Le film « Vicenta B. » de Carlos Lechuga (Cuba-Colombie) en salle en octobre

La Havane, de nos jours. Dans la capitale cubaine, les rues se vident en raison de l’émigration massive des jeunes diplômés. Le fils de Vicenta Bravo, une « santera » ayant le don de prédire l’avenir, n’échappe pas à la règle et décide de partir vers de nouveaux horizons en allant s’installer à l’étranger. Un départ qui bouleverse considérablement Vicenta qui constate que le départ de son fils entraîne étrangement la perte de son don de voyance…

Photo : Allociné

Après les films Melaza (2013) et Santa y Andrés (2016) très bien accueillis dans les festivals du monde entier mais toujours inédits à Cuba, Carlos Lechuga s’intéresse cette fois à la religion cubaine. « Les crises mystiques, les problèmes de foi, les difficultés de communication, cela s’apparente surtout aux personnes de race blanche. Sauf que selon moi, ce sont des problèmes qui transcendent les origines ou les classes sociales. Et montrer ce trouble chez une femme noire de Cuba était l’une de mes envies premières. Un personnage confronté à une crise existentielle dans un film cubain. On n’a pas vu cela depuis longtemps… Ce que je voulais faire avec Vicenta B., c’était réaliser un portrait de femme. En perdant son don de voyance, Vicenta se retrouve seule. Elle n’a plus d’enfant, plus de travail et se retrouve démunie, comme une grande majorité de Cubains qui vivent sans savoir ce qu’ils vont faire. Premièrement, ils sont dans une survie permanente parce qu’avec le salaire moyen à Cuba, on vit très modestement. Deuxièmement, il y a une absence d’idéaux. À Cuba, il est difficile de se raccrocher à quelque chose. Les dirigeants n’ont que faire des besoins de la population et la répression est terrible. »
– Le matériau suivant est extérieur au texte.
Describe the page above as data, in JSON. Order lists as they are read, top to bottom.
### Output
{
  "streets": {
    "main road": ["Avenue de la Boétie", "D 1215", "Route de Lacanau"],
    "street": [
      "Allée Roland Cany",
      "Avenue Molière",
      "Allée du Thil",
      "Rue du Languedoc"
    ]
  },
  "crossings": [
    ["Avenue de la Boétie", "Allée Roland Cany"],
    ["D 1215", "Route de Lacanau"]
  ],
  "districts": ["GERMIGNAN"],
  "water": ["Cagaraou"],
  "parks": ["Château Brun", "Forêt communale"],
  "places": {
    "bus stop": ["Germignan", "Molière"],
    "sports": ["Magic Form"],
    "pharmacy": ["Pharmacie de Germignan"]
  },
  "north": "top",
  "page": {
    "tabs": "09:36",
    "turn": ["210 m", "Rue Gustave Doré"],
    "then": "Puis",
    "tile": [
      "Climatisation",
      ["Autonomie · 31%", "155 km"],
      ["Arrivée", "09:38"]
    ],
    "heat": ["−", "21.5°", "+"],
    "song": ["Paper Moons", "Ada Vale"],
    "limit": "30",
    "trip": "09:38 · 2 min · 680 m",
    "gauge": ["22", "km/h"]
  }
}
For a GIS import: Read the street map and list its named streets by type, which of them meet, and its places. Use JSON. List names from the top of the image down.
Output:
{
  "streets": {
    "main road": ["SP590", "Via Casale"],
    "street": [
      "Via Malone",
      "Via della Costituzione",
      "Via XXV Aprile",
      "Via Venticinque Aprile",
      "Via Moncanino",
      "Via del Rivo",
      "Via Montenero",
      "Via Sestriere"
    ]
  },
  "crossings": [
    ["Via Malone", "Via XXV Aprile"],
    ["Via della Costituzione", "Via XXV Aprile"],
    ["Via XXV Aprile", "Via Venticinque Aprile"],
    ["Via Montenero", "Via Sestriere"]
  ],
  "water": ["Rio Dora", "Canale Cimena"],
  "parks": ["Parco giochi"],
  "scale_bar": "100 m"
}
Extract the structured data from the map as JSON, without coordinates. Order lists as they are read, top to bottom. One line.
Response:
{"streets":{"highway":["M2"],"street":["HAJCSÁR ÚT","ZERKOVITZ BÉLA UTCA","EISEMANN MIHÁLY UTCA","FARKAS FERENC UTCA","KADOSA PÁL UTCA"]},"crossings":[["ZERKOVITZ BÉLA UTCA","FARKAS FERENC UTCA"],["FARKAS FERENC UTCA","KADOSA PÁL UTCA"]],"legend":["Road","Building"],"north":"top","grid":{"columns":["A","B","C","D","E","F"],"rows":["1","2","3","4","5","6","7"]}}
Pour le rôle de Vicenta, la productrice du film a proposé Linnet Hernández Valdés, qui est comédienne mais qui vit à Paris. Le casting s’est donc passé à distance. « Dès que j’ai entendu sa voix et surtout que je l’ai vue, j’ai eu une révélation. Vicenta, c’était elle. Elle porte littéralement le film sur les épaules et je n’aurais pas pu imaginer une autre actrice » explique Carlos LechugaLes cérémonies sont montrées sans folklore ni transe, très simplement car le film apporte un vrai soin au décor et surtout à la lumière. On passe de scènes feutrées dans des intérieurs plutôt sombres où se passent les rites et qui sont le monde de Vicenta à des séquences en extérieur avec une clarté importante qui est le monde de son fils qui quitte le pays. « Vicenta, ajoute encore le réalisateur, appartient à cette génération résignée, qui a vu ses aînés animés par un rêve avant de se rendre compte qu’ils s’étaient trompés. La nouvelle génération, celle des jeunes, préfère s’en aller vers de nouveaux horizons. » Le film n’est pas tendre sur l’avenir de Cuba ; soit il est nécessaire de se replier sur le passé et la religion, soit quitter l’île.

Alain LIATARD

Vicenta B., drame de Carlos Lechuga (Cuba-Colombie, 2022), 1 h 17 min. En salle dès le 11 octobre 2023.